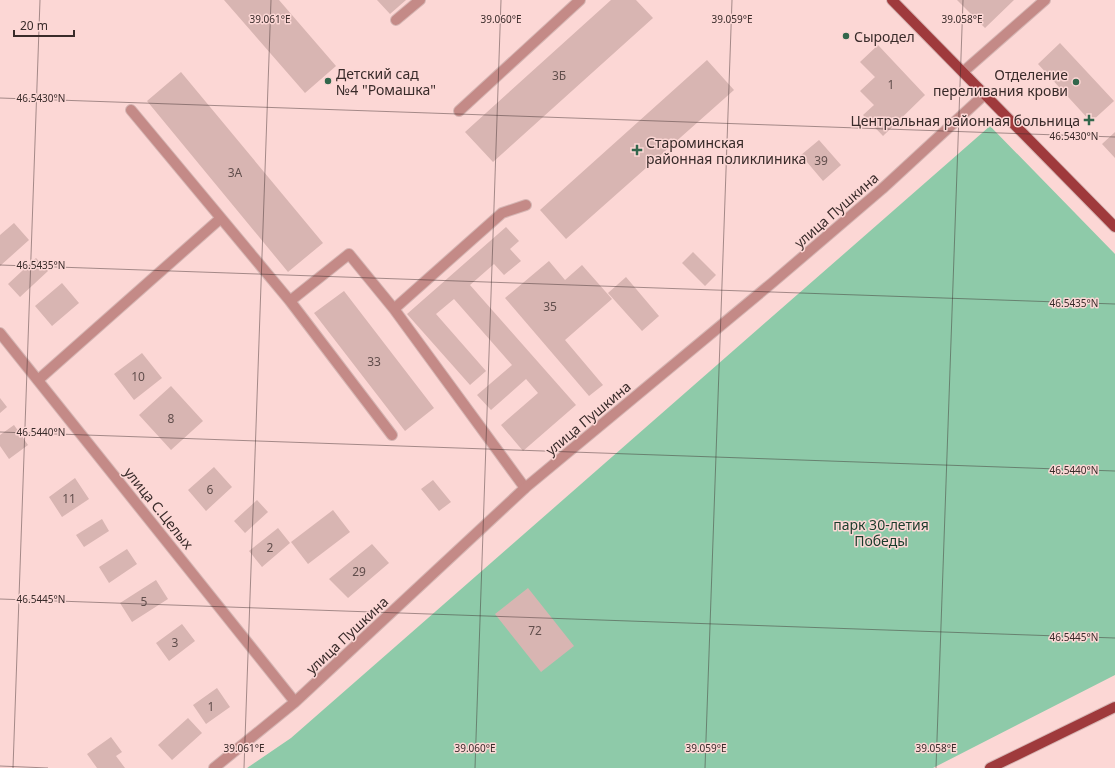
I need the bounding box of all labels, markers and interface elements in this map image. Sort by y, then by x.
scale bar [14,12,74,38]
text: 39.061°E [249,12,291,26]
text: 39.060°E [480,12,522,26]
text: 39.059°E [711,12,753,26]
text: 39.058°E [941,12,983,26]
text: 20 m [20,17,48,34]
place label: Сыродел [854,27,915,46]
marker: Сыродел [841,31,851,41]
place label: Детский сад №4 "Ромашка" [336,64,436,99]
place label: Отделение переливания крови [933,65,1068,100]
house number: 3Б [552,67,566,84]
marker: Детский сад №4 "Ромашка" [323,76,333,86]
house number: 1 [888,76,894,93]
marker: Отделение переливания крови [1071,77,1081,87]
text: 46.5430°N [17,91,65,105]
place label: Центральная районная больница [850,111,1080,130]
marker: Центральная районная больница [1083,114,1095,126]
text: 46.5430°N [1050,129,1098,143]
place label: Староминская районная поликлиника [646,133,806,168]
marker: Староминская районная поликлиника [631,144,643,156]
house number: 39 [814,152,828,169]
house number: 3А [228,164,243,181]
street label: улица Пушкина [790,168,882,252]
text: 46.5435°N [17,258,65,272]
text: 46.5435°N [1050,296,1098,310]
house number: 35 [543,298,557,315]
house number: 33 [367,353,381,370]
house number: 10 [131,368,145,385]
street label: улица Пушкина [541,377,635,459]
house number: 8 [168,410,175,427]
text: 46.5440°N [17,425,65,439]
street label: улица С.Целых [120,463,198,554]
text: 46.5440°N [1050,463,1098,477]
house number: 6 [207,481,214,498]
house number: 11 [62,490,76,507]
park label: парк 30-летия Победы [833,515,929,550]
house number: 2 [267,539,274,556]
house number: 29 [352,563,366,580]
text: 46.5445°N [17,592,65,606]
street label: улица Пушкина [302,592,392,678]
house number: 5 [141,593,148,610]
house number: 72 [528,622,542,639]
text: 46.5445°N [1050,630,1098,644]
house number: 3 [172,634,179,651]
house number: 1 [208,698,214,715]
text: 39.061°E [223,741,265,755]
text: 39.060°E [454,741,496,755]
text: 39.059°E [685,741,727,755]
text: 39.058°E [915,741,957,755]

- - - - -

Write out each entry exactly as given, omitting any picture.

--- Response to the exercise ---
I need the bounding box of all labels, markers and interface elements in this map image. Sort by y, then by x.
scale bar [14,12,74,38]
text: 39.061°E [249,12,291,26]
text: 39.060°E [480,12,522,26]
text: 39.059°E [711,12,753,26]
text: 39.058°E [941,12,983,26]
text: 20 m [20,17,48,34]
place label: Сыродел [854,27,915,46]
marker: Сыродел [841,31,851,41]
place label: Детский сад №4 "Ромашка" [336,64,436,99]
place label: Отделение переливания крови [933,65,1068,100]
house number: 3Б [552,67,566,84]
marker: Детский сад №4 "Ромашка" [323,76,333,86]
house number: 1 [888,76,894,93]
marker: Отделение переливания крови [1071,77,1081,87]
text: 46.5430°N [17,91,65,105]
place label: Центральная районная больница [850,111,1080,130]
marker: Центральная районная больница [1083,114,1095,126]
text: 46.5430°N [1050,129,1098,143]
place label: Староминская районная поликлиника [646,133,806,168]
marker: Староминская районная поликлиника [631,144,643,156]
house number: 39 [814,152,828,169]
house number: 3А [228,164,243,181]
street label: улица Пушкина [790,168,882,252]
text: 46.5435°N [17,258,65,272]
text: 46.5435°N [1050,296,1098,310]
house number: 35 [543,298,557,315]
house number: 33 [367,353,381,370]
house number: 10 [131,368,145,385]
street label: улица Пушкина [541,377,635,459]
house number: 8 [168,410,175,427]
text: 46.5440°N [17,425,65,439]
street label: улица С.Целых [120,463,198,554]
text: 46.5440°N [1050,463,1098,477]
house number: 6 [207,481,214,498]
house number: 11 [62,490,76,507]
park label: парк 30-летия Победы [833,515,929,550]
house number: 2 [267,539,274,556]
house number: 29 [352,563,366,580]
text: 46.5445°N [17,592,65,606]
street label: улица Пушкина [302,592,392,678]
house number: 5 [141,593,148,610]
house number: 72 [528,622,542,639]
text: 46.5445°N [1050,630,1098,644]
house number: 3 [172,634,179,651]
house number: 1 [208,698,214,715]
text: 39.061°E [223,741,265,755]
text: 39.060°E [454,741,496,755]
text: 39.059°E [685,741,727,755]
text: 39.058°E [915,741,957,755]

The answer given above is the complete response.